Is prior written consent of the parent or eligible student required to disclose information to community-based organizations?

In most cases, yes.  Written consent is generally required before personally identifiable information (PII) from students’ education records may be disclosed to community-based organizations.  Except as set forth in § 99.31 of the regulations and in the statutory exceptions to consent at 20 U.S.C. 1232g, FERPA requires written consent from parents or eligible students before PII from education records are disclosed (34 CFR § 99.30).  For activities that do not fit within the statutory exceptions to consent, we recommend that schools, local educational agencies (LEAs), and/or community-based organizations build written consent into the registration process so that when parents sign students up for services offered by a community-based organization, the organization obtains the consent needed to access those education records of the student that will be needed to provide its services to that student.  

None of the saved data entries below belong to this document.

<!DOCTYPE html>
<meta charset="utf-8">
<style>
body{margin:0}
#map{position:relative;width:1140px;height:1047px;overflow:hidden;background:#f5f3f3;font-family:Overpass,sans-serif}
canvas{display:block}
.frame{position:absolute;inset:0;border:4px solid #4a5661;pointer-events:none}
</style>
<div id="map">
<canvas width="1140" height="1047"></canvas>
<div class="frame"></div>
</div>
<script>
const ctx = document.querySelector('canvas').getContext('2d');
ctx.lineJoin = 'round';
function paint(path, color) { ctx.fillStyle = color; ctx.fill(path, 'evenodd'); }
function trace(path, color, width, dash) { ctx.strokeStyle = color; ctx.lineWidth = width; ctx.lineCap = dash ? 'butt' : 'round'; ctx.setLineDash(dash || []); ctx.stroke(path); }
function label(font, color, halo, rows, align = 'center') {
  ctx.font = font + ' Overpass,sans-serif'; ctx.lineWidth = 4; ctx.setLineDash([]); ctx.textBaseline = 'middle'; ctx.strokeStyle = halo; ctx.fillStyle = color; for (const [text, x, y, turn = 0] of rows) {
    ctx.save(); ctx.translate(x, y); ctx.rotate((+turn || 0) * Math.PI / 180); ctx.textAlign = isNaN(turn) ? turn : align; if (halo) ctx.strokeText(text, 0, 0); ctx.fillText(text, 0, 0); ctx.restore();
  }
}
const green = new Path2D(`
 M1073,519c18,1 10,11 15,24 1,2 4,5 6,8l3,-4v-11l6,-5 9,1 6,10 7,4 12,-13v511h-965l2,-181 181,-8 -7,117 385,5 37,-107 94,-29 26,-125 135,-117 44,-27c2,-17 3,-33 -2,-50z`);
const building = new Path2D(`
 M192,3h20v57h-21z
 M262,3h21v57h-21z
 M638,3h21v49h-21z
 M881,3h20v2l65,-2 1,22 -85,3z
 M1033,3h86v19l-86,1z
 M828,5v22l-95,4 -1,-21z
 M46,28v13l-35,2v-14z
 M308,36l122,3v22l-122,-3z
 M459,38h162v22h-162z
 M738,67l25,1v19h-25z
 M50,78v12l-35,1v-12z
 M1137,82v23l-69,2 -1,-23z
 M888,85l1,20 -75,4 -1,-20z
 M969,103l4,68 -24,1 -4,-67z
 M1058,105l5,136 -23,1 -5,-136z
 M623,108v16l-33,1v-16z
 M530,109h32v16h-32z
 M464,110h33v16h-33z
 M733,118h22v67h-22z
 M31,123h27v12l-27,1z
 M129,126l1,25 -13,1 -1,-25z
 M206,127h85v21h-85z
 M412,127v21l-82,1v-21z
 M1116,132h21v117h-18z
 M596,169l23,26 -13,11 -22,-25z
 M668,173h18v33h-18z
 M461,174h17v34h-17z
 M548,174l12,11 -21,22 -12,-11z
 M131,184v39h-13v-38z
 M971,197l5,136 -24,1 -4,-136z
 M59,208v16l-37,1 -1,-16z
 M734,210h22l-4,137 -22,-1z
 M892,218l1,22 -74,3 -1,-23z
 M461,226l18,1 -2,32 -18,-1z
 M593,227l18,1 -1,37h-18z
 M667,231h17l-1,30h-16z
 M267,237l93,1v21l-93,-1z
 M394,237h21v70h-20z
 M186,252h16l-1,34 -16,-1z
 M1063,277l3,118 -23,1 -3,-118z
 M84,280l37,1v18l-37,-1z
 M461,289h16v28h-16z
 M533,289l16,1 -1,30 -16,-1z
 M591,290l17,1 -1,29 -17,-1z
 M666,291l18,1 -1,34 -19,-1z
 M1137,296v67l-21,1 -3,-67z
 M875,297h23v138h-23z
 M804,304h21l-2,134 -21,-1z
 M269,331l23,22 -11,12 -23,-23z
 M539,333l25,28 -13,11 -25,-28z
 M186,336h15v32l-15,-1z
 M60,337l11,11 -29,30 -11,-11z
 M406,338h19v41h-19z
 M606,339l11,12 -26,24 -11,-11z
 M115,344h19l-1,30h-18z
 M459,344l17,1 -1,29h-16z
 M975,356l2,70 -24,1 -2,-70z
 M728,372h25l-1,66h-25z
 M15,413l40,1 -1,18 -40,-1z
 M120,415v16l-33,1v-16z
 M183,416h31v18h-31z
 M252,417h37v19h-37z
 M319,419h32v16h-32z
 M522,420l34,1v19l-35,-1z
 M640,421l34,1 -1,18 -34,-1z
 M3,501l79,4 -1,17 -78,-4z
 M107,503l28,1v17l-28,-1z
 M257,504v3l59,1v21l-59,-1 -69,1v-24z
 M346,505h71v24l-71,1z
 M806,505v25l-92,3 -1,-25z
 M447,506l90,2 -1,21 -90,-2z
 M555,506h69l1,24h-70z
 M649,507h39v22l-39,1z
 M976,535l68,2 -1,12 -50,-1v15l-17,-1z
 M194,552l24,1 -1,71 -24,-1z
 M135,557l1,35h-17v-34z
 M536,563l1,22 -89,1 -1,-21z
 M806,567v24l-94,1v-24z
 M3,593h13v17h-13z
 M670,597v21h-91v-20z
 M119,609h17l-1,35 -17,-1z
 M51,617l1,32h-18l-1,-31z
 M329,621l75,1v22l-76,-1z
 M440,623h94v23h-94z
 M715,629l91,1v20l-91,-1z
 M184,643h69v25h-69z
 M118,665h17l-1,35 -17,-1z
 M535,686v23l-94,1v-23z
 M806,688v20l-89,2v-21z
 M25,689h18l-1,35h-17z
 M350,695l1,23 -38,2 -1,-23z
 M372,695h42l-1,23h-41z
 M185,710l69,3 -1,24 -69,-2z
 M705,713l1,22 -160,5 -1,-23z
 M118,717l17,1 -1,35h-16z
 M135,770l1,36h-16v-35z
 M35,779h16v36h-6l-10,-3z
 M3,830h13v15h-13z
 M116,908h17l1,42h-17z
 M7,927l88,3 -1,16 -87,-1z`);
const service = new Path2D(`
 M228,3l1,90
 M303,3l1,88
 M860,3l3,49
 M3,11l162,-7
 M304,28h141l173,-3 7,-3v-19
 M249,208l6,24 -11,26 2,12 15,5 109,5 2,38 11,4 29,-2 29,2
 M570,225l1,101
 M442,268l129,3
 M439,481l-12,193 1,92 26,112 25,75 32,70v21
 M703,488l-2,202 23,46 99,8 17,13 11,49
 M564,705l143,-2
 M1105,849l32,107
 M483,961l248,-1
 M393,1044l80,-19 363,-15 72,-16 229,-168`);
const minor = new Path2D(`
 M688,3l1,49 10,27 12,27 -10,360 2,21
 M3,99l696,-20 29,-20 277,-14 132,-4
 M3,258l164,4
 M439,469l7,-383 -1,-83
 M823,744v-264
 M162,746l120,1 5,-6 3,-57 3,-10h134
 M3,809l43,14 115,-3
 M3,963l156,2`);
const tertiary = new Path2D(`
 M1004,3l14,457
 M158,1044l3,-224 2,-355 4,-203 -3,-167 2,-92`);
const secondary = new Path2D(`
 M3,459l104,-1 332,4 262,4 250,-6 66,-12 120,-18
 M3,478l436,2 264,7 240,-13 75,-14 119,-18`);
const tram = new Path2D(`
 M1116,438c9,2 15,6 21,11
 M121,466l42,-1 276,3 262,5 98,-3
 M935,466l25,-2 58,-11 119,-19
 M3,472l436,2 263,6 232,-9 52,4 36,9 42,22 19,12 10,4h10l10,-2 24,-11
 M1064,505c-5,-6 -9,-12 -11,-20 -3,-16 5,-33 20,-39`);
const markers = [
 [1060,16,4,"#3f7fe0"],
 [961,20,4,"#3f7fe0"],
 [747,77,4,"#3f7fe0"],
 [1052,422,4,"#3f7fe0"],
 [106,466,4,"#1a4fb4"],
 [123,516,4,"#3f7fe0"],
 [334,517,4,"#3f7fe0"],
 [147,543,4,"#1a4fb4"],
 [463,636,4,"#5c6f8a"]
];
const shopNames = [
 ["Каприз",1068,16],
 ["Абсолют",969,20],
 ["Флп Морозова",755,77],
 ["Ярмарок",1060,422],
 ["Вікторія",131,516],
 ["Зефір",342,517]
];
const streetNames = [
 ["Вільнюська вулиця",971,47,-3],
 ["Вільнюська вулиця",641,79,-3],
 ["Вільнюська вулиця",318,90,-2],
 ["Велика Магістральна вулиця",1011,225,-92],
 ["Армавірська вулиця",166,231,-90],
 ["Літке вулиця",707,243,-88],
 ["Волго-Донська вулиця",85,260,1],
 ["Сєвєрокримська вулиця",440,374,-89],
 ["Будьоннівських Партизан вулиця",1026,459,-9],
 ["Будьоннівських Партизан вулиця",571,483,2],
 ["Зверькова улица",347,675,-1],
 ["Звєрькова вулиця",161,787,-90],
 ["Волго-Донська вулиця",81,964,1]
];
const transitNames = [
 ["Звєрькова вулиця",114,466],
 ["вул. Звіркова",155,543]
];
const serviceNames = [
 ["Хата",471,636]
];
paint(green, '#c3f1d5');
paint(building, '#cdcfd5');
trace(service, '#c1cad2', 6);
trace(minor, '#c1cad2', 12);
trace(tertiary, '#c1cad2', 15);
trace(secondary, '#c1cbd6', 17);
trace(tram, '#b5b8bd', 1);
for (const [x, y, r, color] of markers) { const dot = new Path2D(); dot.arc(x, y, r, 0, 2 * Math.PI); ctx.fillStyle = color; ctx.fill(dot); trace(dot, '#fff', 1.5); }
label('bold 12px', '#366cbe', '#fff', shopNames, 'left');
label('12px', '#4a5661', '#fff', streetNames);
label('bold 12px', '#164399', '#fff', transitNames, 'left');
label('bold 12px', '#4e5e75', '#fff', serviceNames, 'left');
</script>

May a Child Welfare Agency (CWA) or tribal organization redisclose personally identifiable information (PII) from education records to other individuals or entities?

In some cases, FERPA does permit a CWA or tribal organization to redisclose PII from education records for a limited purpose.  Specifically, it provides that redisclosures may only be made to an individual or entity “engaged in addressing the student’s education needs” and authorized by such agency or organization to receive such disclosure and such disclosure must be consistent with the state or tribal laws applicable to protecting the confidentiality of a student’s education records.  20 U.S.C. § 1232g(b)(1)(L).

May a Child Welfare Agency (CWA) or tribal organization that receives personally identifiable information (PII) from education records through the exception in FERPA use the PII for purposes other than addressing the education needs of the child?

No.  FERPA is clear that the PII from education records disclosed to the CWA or tribal organization under the 2013 exception to FERPA must only be used to address the educational needs of children in foster care placement. 

May a postsecondary institution disclose financial aid records without written consent?

FERPA permits institutions to disclose, without consent, personally identifiable information from students’ education records when the disclosure is in connection with a student's application for, or receipt of, financial aid. Disclosures under this exception to consent may be made if the information is necessary for such purposes as to:  (a) determine eligibility for the aid; (b) determine the amount of the aid; (c) determine the conditions for the aid; or (d) enforce the terms and conditions of the aid.

May a postsecondary institution disclose information about a disciplinary proceeding to the victim of a crime of violence or a non-forcible sex offense?

Yes, a postsecondary institution may disclose only the final results of the disciplinary proceeding to a victim of an alleged perpetrator of a crime of violence or a non-forcible sex offense. The institution may disclose to the victim the final results of the disciplinary proceeding regardless of whether the institution concluded a violation was committed.